● INSTRUCTIONS TO FOLLOW: Below are lines of data, and only some are wanted. Please repeat exactly those from the line that has "M664 886 740 914 701 1018 622 988Z" through the line that has "M46 375H95L299 451".

● DATA PROVIDED:

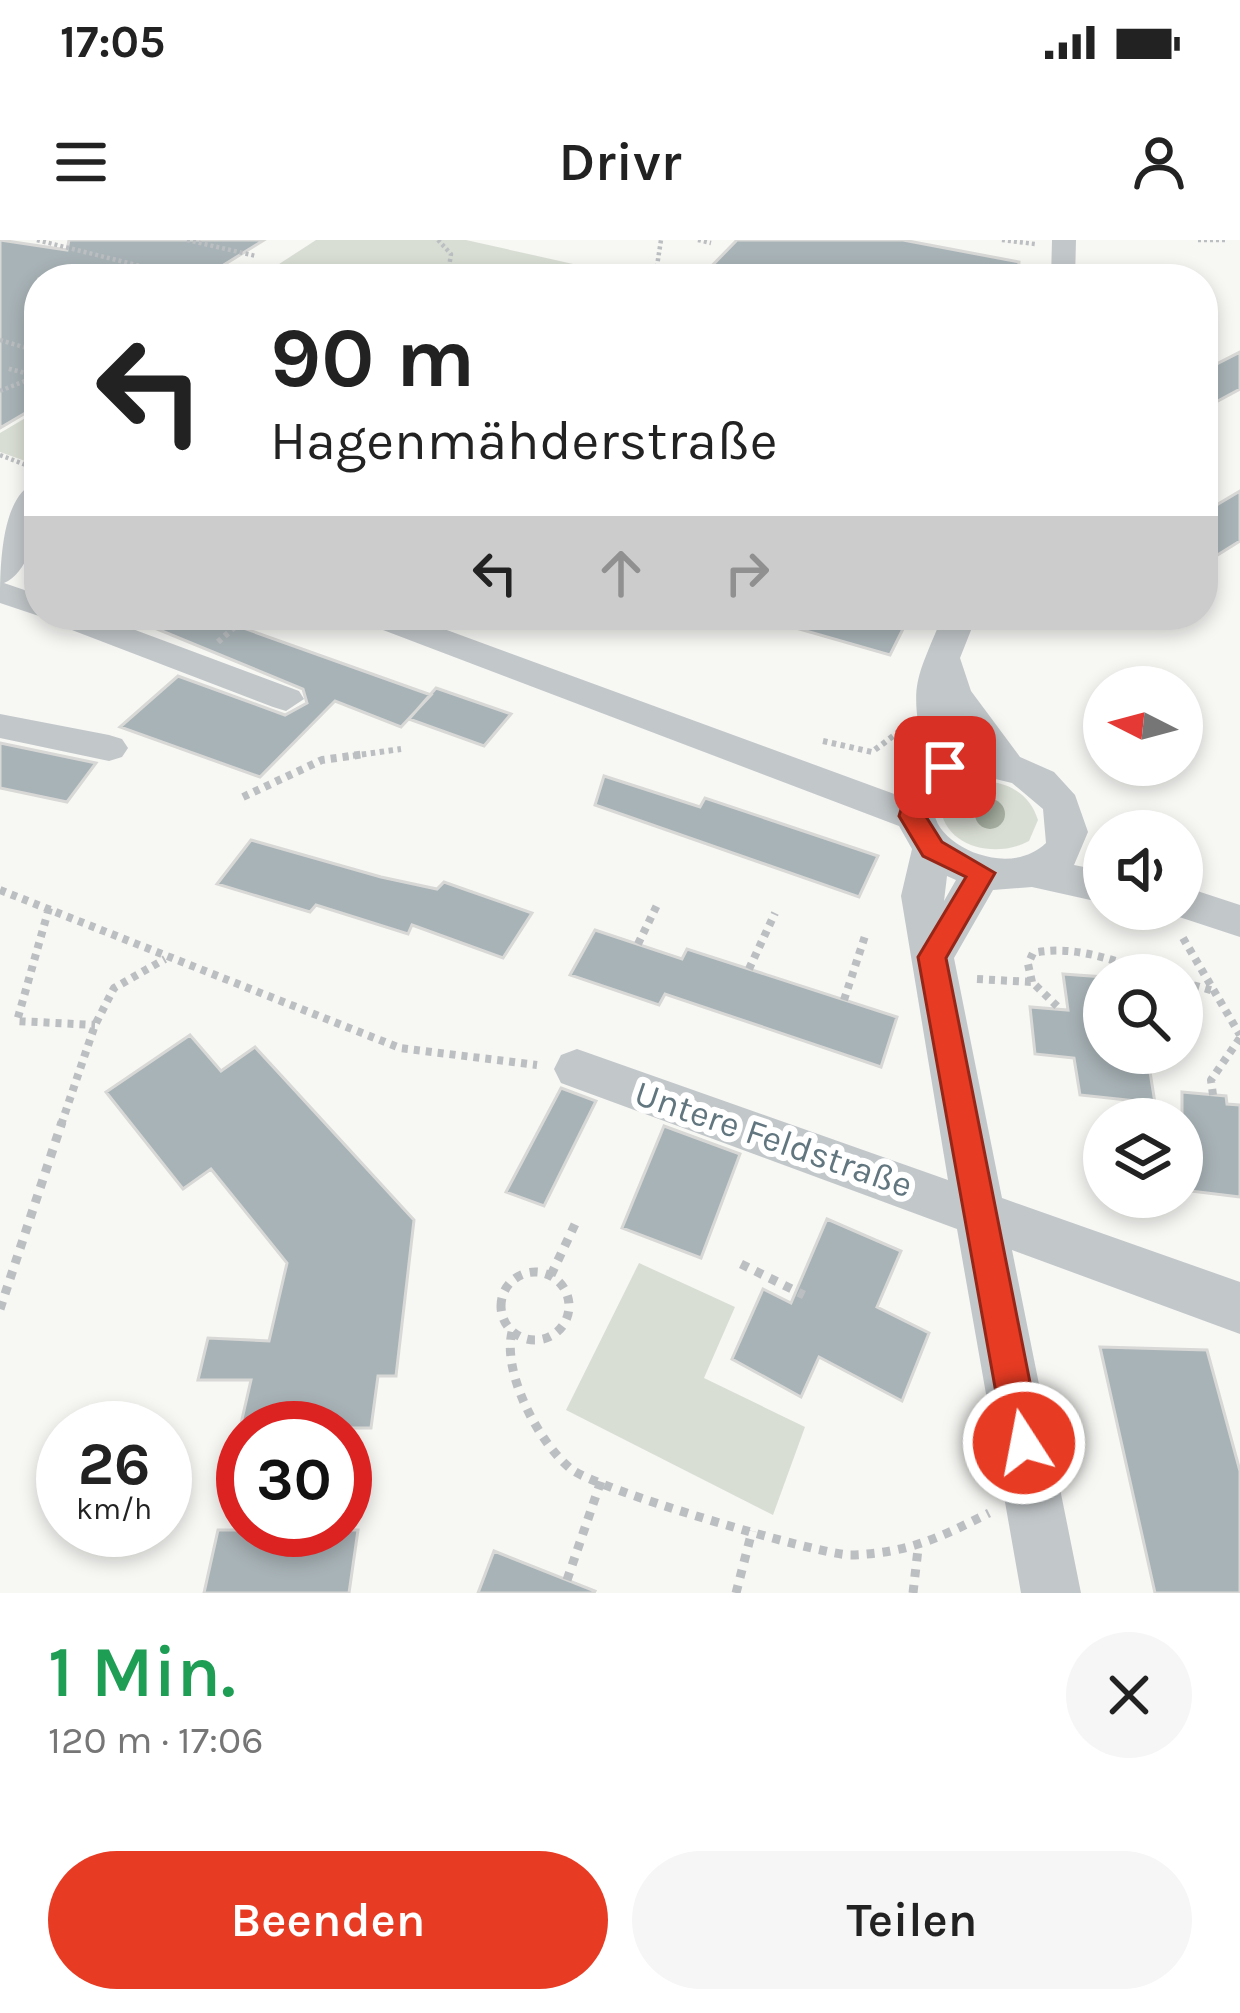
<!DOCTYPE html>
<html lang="de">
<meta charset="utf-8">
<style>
:root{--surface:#fff;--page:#f6f6f6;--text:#222;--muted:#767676;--accent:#e73b23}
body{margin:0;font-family:Karla,sans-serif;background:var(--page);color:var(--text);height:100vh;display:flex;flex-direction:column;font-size:45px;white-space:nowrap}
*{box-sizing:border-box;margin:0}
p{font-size:39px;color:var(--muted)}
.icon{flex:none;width:66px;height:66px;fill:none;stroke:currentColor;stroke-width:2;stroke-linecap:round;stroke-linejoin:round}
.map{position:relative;height:1353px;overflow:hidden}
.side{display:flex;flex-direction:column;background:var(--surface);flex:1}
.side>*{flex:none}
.top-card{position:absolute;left:24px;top:24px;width:1194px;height:366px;border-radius:48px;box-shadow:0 6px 18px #0003;background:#fff;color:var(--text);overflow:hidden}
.needle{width:78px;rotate:276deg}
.fabs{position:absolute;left:1083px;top:426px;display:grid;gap:24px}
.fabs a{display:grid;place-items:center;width:120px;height:120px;border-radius:50%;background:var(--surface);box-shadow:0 6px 18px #0003;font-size:60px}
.speed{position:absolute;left:36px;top:1161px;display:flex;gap:24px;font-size:60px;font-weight:700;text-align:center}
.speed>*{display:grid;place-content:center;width:156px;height:156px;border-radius:50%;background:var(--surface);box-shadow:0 6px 18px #0003;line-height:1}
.speed small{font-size:30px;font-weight:400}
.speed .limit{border:18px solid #d22;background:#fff;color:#111}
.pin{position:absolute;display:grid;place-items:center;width:102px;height:102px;color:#fff;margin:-51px;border-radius:24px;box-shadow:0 6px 18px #0006}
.me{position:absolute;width:132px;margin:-66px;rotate:349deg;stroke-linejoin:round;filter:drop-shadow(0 0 9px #0008)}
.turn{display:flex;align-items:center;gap:42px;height:252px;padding:0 48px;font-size:54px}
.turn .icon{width:156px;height:156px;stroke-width:2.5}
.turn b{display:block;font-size:84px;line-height:102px}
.lanes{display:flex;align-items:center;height:114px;padding:0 48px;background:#0003;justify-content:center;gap:60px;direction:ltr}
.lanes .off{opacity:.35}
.round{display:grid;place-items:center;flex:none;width:126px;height:126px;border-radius:63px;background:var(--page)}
.head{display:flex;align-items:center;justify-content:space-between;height:204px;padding:0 48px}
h1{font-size:72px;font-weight:600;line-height:90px;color:#1e9e55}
.cta{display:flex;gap:24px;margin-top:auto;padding:24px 48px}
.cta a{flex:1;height:138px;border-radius:72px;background:var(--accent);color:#fff;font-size:48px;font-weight:600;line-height:138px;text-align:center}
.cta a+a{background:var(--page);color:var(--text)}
.status{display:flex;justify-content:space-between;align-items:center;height:84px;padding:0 60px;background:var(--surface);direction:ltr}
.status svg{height:33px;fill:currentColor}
header{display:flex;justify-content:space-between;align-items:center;height:156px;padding:0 48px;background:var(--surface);font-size:54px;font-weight:600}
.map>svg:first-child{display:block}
</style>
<div class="status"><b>17:05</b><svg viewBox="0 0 49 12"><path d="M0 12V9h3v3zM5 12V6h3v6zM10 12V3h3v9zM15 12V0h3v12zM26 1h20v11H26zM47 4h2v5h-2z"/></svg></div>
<header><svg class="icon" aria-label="menu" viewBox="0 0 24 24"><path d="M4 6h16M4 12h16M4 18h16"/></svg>Drivr<svg class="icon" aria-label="person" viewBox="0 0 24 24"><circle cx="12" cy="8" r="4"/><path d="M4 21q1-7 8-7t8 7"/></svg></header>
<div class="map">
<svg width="1240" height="1353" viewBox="0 0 1240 1353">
<rect width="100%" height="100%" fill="#f7f7f4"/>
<path fill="#d9ded4" d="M316 0H466L640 39H256Z
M39 170V226L0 212V193Z
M965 541C997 538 1028 547 1038 580L1029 601C996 619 943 608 940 564L953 546Z
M639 1023 735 1067 704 1138 805 1187 773 1275 566 1170Z"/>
<path fill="#a8b3b7" stroke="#d8d8d6" stroke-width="3" d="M0 0 67 10 69 0H264L201 39H39V165L0 188Z
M737 0H903L1019 22 1018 39H699Z
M1240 112V149L1203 169V131Z
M1240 251V301L1203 324V273Z
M123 375H207L431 455 401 487 335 461 260 537 120 487 178 436 285 475 307 463 303 449Z
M786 375H876L906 383 890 415 785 385Z
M436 448 511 474 484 506 409 479Z
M0 503 96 523 67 562 0 548Z
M604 536 700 567 705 558 878 616 859 657 595 565Z
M251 600 381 637 437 649 444 642 532 673 503 718 412 685 408 694 316 665 310 672 217 644Z
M595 690 682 719 687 709 897 777 881 827 665 754 659 765 570 735Z
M1063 734 1104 737V813H1147L1155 863 1080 855 1074 818 1035 814 1030 767 1068 770Z
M190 795 221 831 255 807 414 980 396 1136H378L371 1188H240L251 1140H198L208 1098 269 1101 287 1023 211 929 183 949 106 852Z
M561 848 596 861 544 966 506 952Z
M1182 852 1226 856 1227 864 1240 865V957L1182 950Z
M664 886 740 914 701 1018 622 988Z
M827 979 901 1011 877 1067 929 1093 902 1161 819 1117 801 1157 732 1119 763 1049 791 1063Z
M1100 1107 1207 1110 1240 1231V1353H1155Z
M218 1290H358L349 1353H204Z
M494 1311 595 1351 594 1353H478Z"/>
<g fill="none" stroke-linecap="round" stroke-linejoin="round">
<path stroke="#bcbfc1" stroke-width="4.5" stroke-dasharray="3 3" stroke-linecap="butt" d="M37 0 192 39
M187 0 256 16
M438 0 451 14 449 27
M698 0 711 3
M1002 0 1035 4
M1198 0H1227
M655 39 661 0
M0 100 33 110
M0 151 37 136 6 128
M0 215 26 225"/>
<path stroke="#bcbfc1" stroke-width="6" stroke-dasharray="4.5 4.5" stroke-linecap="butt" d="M311 375 343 387
M218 402 248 375
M823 501 872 512 901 490
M344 517 401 509"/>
<path stroke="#bcbfc1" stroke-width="8" stroke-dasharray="6 6" stroke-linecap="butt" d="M243 557 322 520 365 514
M0 650 400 808 537 825
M49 668 17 781 95 785
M1183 698 1240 795
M638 704 659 661
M749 729 775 673
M977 739 1032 742 1060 769
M1032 742 1028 724 1033 713C1077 704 1117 722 1159 735
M1182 742 1214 751
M844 760 866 693
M1213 855 1211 840 1240 798
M61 885 95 785 114 748 165 719"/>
<path stroke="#bcbfc1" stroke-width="9" stroke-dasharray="8 8" stroke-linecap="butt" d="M741 1024 804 1055
M501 1066a34 34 0 1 1 68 0a34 34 0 1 1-68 0Z
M551 1035 577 980
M0 1069 62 882
M512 1092C502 1132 538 1202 571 1229 596 1249 818 1315 851 1315 908 1313 939 1298 989 1273
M567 1340 601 1241
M736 1353 752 1291
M913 1353 918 1309"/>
<path fill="#c2c7c9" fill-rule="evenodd" d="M1052 0H1076L1075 39H1051Z
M38 242C41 270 35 330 4 343L39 355V375H44L39 376 0 363C0 331 0 252 38 242Z
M46 375H95L299 451 304 459 286 471 273 467 51 382Z
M357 375H406L897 555 904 539 925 523C910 443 913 447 943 375H977L960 418 971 451 1020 517 1054 532 1075 555 1088 592 1074 625 1104 631V663L1032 647 993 650 954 718 1002 958 1240 1042V1094L1012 1010 1081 1353H1021L957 989 561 843 554 829 561 815 577 809 948 940 901 656 912 609 899 586 362 382ZM953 478 975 510 961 513ZM979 535 1012 543 1043 569 1046 603C992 655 868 563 979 535ZM947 636 956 640 944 661Z
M0 474 109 495 122 499 128 508 122 517 109 521 0 498Z
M1182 646 1240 665V697L1167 673 1165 669H1182Z"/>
</g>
<circle fill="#a8b1a3" cx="990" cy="574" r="15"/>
<path fill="#e73b23" stroke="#962617" stroke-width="3" d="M945 518 957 527 931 548 925 575 942 602 995 633 946 718 1042 1203 1037 1216 1024 1222 1011 1216 1005 1203 918 717 966 637 923 616 899 576 911 537Z"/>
<g text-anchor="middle" stroke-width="12" stroke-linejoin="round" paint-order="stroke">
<g font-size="36" fill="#61767f" stroke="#fff">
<text transform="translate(774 898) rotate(19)" y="13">Untere Feldstraße</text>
</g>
</g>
</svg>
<div class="fabs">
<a><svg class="needle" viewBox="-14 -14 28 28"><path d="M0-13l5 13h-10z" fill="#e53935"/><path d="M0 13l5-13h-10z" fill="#767676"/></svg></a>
<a><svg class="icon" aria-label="sound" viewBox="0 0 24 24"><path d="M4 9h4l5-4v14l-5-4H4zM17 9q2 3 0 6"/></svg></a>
<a><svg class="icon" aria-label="search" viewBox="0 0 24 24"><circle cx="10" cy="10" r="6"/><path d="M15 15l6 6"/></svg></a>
<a><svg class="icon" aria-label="layers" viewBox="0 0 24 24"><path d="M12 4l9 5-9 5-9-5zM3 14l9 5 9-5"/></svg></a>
</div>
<div class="speed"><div>26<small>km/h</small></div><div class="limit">30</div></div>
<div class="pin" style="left:945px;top:527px;background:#d93025"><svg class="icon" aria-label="arrive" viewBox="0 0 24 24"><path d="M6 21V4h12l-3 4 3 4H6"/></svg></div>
<svg class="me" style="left:1024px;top:1203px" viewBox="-20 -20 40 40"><circle r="17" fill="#e73b23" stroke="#fff" stroke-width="3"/><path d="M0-11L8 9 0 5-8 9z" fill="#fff"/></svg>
<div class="top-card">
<div class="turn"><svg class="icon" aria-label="left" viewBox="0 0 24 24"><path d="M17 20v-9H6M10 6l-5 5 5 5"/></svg><div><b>90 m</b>Hagenmähderstraße</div></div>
<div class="lanes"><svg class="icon" aria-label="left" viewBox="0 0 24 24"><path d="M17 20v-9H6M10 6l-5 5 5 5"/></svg><svg class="icon off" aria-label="ahead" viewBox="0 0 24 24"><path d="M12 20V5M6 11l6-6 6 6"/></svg><svg class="icon off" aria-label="right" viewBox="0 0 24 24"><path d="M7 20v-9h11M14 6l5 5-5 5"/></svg></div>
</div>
</div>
<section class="side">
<div class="head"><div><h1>1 Min.</h1><p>120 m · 17:06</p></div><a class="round"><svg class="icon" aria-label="close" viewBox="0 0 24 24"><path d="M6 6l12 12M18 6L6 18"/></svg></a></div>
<div class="cta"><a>Beenden</a><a>Teilen</a></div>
</section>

● EXERCISE RESULT:
M664 886 740 914 701 1018 622 988Z
M827 979 901 1011 877 1067 929 1093 902 1161 819 1117 801 1157 732 1119 763 1049 791 1063Z
M1100 1107 1207 1110 1240 1231V1353H1155Z
M218 1290H358L349 1353H204Z
M494 1311 595 1351 594 1353H478Z"/>
<g fill="none" stroke-linecap="round" stroke-linejoin="round">
<path stroke="#bcbfc1" stroke-width="4.5" stroke-dasharray="3 3" stroke-linecap="butt" d="M37 0 192 39
M187 0 256 16
M438 0 451 14 449 27
M698 0 711 3
M1002 0 1035 4
M1198 0H1227
M655 39 661 0
M0 100 33 110
M0 151 37 136 6 128
M0 215 26 225"/>
<path stroke="#bcbfc1" stroke-width="6" stroke-dasharray="4.5 4.5" stroke-linecap="butt" d="M311 375 343 387
M218 402 248 375
M823 501 872 512 901 490
M344 517 401 509"/>
<path stroke="#bcbfc1" stroke-width="8" stroke-dasharray="6 6" stroke-linecap="butt" d="M243 557 322 520 365 514
M0 650 400 808 537 825
M49 668 17 781 95 785
M1183 698 1240 795
M638 704 659 661
M749 729 775 673
M977 739 1032 742 1060 769
M1032 742 1028 724 1033 713C1077 704 1117 722 1159 735
M1182 742 1214 751
M844 760 866 693
M1213 855 1211 840 1240 798
M61 885 95 785 114 748 165 719"/>
<path stroke="#bcbfc1" stroke-width="9" stroke-dasharray="8 8" stroke-linecap="butt" d="M741 1024 804 1055
M501 1066a34 34 0 1 1 68 0a34 34 0 1 1-68 0Z
M551 1035 577 980
M0 1069 62 882
M512 1092C502 1132 538 1202 571 1229 596 1249 818 1315 851 1315 908 1313 939 1298 989 1273
M567 1340 601 1241
M736 1353 752 1291
M913 1353 918 1309"/>
<path fill="#c2c7c9" fill-rule="evenodd" d="M1052 0H1076L1075 39H1051Z
M38 242C41 270 35 330 4 343L39 355V375H44L39 376 0 363C0 331 0 252 38 242Z
M46 375H95L299 451 304 459 286 471 273 467 51 382Z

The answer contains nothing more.